The Seattle Seahawks didn’t just win their second Super Bowl — they imposed their will on a New England Patriots team that never found its footing. What unfolded at Levi’s Stadium was less a back‑and‑forth title fight and more a four‑quarter demonstration of what happens when a defense hits its peak at the exact right moment.
Below is a full breakdown of the game, Bad Bunny’s halftime takeover, and where this Seahawks team fits in the broader NFL hierarchy.
How Seattle Took Control of Super Bowl LX
Seattle beat New England 29–13, a score that actually undersells how lopsided the night was. The Seahawks’ defense suffocated Drake Maye from the opening drive, sacking him six times and forcing three turnovers, a performance that set the tone and never let the Patriots breathe.
Jason Myers did something no kicker had ever done on this stage: he hit five field goals, a Super Bowl record that kept Seattle in command even when drives stalled.
Sam Darnold didn’t need to be spectacular — he needed to be steady — and that’s exactly what he delivered with 202 passing yards and a touchdown, while Kenneth Walker III took over the game on the ground with 135 rushing yards, earning him Super Bowl MVP honors.
By the time the fourth quarter arrived, Seattle’s defense had broken New England’s protection schemes entirely. The Patriots’ lone touchdown came in garbage time, long after the outcome was decided. This wasn’t revenge for the Malcolm Butler interception; it was closure.

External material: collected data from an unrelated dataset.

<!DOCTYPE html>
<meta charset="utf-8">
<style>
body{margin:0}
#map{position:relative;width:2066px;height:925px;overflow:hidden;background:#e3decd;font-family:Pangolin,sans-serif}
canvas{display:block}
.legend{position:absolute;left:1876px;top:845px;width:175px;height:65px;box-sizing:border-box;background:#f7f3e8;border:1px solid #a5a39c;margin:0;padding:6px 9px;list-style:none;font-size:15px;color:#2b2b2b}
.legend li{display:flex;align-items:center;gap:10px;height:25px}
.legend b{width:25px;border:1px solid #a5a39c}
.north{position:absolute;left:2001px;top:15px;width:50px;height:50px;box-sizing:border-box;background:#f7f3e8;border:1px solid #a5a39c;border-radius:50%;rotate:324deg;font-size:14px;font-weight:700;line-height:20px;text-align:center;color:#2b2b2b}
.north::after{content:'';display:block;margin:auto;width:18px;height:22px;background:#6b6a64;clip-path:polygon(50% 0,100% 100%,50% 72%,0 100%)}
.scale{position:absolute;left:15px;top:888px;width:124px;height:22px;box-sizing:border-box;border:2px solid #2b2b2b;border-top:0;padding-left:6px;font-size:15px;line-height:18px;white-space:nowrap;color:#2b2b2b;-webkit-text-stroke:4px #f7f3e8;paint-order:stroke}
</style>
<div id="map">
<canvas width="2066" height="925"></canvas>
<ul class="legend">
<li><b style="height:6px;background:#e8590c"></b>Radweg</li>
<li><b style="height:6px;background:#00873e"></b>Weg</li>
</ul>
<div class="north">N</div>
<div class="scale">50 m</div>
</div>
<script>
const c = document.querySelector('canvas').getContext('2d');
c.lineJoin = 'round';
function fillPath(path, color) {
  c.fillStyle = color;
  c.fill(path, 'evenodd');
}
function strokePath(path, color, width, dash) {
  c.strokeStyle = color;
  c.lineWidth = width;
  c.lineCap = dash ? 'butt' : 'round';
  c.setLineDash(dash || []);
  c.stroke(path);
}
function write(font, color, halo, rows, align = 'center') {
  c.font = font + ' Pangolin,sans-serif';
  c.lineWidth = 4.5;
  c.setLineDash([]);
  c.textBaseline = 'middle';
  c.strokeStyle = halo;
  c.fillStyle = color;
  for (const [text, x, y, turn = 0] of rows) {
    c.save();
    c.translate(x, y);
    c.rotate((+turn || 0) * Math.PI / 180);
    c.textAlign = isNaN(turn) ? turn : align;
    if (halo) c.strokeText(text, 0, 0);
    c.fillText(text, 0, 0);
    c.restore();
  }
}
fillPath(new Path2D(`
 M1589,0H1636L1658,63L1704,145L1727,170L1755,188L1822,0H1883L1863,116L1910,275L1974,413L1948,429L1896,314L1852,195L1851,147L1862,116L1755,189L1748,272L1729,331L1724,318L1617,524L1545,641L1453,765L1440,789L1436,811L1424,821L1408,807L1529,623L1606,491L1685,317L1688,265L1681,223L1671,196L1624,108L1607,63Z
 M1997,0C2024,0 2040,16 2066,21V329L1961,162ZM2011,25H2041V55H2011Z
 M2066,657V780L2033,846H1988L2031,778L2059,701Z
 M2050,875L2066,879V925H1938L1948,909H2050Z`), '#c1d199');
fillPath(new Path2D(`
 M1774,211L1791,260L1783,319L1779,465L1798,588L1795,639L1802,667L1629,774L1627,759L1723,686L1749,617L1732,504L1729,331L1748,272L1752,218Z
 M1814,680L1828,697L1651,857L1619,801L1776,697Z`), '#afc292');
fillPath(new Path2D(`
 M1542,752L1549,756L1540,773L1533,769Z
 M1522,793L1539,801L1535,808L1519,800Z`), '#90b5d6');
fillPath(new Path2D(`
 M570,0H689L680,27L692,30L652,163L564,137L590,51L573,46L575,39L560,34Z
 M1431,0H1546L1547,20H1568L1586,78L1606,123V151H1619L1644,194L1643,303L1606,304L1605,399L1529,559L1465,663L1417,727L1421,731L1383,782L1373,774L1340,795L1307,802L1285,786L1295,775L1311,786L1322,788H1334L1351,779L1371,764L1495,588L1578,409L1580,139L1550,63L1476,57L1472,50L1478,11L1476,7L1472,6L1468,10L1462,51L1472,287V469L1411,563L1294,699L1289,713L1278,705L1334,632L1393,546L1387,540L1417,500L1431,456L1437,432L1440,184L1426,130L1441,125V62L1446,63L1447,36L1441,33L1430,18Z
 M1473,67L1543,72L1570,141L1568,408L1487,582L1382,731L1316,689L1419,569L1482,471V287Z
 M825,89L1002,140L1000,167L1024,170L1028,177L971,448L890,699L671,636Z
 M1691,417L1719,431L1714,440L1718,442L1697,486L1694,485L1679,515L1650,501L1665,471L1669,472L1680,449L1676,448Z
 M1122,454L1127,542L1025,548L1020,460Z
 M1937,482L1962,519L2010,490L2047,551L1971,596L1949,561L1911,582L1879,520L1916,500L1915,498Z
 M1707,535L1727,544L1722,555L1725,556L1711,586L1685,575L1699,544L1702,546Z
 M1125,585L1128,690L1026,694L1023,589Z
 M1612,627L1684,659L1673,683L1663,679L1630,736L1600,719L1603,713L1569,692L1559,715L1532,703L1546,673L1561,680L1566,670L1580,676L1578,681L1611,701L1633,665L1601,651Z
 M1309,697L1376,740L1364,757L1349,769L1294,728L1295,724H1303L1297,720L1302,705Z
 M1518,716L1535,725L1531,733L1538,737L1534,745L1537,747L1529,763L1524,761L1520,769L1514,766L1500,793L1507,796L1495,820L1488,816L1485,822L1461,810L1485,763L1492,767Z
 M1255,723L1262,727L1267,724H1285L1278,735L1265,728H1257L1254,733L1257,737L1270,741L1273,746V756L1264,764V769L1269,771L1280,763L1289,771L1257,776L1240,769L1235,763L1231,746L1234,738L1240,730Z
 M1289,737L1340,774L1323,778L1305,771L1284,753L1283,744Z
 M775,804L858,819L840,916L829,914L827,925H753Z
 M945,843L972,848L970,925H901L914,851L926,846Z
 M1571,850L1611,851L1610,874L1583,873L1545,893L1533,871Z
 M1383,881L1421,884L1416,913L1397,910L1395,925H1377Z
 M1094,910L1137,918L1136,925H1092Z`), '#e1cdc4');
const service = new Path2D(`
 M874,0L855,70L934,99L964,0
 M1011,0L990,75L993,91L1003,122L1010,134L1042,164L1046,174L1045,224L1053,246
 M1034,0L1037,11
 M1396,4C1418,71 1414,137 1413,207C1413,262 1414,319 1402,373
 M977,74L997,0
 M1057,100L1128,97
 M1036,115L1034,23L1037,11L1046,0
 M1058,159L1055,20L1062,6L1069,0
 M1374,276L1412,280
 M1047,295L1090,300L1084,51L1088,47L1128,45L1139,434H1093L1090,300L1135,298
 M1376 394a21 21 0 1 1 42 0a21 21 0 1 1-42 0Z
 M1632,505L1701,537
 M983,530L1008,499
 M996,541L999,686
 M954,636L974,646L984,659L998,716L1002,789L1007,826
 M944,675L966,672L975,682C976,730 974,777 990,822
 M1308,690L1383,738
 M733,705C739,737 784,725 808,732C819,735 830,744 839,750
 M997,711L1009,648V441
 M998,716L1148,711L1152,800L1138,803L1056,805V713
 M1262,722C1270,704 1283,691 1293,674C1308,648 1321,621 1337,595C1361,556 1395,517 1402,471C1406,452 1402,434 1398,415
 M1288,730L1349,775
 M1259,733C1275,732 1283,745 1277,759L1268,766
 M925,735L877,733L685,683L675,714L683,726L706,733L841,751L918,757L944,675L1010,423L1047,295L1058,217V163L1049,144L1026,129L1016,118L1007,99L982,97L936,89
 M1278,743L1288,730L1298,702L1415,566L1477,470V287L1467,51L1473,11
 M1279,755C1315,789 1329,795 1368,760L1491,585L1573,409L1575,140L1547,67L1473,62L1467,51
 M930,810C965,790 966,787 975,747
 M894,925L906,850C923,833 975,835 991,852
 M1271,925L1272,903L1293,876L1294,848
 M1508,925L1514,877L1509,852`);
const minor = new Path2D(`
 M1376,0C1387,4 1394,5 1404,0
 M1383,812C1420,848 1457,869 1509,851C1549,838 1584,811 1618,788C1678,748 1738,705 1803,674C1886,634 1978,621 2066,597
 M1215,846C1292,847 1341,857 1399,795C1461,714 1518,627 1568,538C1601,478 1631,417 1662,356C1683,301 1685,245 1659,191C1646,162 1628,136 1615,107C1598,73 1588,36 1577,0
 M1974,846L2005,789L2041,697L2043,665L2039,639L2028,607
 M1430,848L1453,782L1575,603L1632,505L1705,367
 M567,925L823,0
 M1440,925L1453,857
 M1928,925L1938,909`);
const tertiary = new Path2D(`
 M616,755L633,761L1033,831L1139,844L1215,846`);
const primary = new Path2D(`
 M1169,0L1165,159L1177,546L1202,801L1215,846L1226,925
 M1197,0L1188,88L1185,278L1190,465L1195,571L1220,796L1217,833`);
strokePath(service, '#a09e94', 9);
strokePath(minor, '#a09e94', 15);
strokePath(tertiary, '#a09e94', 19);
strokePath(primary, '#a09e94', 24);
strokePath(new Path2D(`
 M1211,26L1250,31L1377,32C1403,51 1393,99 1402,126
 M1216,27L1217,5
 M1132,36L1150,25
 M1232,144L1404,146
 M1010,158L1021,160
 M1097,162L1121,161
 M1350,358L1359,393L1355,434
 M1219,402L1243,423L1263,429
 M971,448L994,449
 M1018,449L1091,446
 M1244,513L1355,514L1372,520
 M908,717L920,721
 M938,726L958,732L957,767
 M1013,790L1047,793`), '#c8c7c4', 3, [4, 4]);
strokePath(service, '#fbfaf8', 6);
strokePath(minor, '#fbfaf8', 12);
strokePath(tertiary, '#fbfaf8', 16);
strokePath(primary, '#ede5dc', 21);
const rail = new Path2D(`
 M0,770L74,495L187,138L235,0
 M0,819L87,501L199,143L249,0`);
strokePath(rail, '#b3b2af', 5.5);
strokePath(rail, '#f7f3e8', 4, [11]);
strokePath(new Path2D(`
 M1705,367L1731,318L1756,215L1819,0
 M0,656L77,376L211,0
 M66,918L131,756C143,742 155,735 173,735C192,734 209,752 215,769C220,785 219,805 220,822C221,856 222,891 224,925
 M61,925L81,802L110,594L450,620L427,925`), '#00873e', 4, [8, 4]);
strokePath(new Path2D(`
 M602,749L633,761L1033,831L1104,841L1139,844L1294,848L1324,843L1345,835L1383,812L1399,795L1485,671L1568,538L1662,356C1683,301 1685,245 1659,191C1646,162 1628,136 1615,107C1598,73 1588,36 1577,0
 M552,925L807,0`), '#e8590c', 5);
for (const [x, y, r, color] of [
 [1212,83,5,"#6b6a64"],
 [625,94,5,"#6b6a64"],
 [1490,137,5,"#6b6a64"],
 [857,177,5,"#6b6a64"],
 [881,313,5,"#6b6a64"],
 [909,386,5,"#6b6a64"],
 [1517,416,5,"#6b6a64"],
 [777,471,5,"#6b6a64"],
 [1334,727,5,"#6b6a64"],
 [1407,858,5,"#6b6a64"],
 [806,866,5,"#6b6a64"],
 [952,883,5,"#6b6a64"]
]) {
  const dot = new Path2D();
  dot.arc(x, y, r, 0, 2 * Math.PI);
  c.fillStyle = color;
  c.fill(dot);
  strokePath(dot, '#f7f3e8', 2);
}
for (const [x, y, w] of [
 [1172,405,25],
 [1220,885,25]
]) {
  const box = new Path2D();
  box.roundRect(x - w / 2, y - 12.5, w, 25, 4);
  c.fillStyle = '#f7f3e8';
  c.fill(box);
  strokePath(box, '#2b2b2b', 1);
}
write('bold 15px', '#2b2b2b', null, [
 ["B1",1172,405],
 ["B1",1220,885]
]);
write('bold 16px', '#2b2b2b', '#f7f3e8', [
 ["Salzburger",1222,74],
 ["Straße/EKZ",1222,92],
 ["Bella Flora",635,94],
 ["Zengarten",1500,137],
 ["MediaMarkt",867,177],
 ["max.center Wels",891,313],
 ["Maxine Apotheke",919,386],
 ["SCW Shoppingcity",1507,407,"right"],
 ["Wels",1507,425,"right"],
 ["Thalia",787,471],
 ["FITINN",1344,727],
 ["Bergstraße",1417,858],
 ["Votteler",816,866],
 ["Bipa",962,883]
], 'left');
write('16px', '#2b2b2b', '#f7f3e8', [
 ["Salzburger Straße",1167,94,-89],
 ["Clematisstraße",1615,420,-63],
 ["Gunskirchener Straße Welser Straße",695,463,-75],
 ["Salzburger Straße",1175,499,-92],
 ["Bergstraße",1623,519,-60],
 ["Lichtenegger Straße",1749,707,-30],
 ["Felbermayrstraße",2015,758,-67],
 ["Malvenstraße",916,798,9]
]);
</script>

Bad Bunny’s Halftime Performance: A Cultural Flashpoint
Bad Bunny’s halftime show was always going to be a moment — the only question was what kind. What he delivered was a 13‑minute, fully Spanish‑language performance, the first of its kind on the Super Bowl stage.
He opened with “Tití Me Preguntó,” moved into “Yo Perreo Sola,” and built the set around Puerto Rican cultural imagery. Lady Gaga and Ricky Martin joined him, turning the field into a cross‑generational, cross‑genre collision that felt engineered to make a statement rather than chase nostalgia.
The reaction online was immediate — and divided.
Celebrities like Kacey Musgraves and Tom Brady praised the performance, calling it “amazing” and “history‑making.”
At the same time, conservative commentators and MAGA‑aligned voices blasted the show, framing it as overly political or culturally “out of place” for the Super Bowl stage.
In other words: the performance did exactly what Bad Bunny intended — it sparked conversation, not consensus.
Where This Seahawks Team Ranks in NFL History
Seattle didn’t stumble into this championship. They entered the postseason as the NFC’s top seed, a 14‑win team with the league’s best defense.
Their Super Bowl performance wasn’t a one‑off outlier — it was the final chapter of a season defined by defensive consistency, a revitalized offense, and a coaching staff that maximized every piece on the roster.

So where do they rank historically?
They’re not the 1985 Bears or the early‑2000s Patriots — those dynasties lived in a different tier. But they belong in the conversation with the best single‑season champions of the modern era: teams like the 2013 Seahawks, the 2015 Broncos, and the 2019 Chiefs.
This was a complete team with a clear identity, a dominant defense, and a postseason run that left no doubt. Seattle didn’t just win a championship. They authored a season that will be referenced every time a defense starts terrorizing the league again.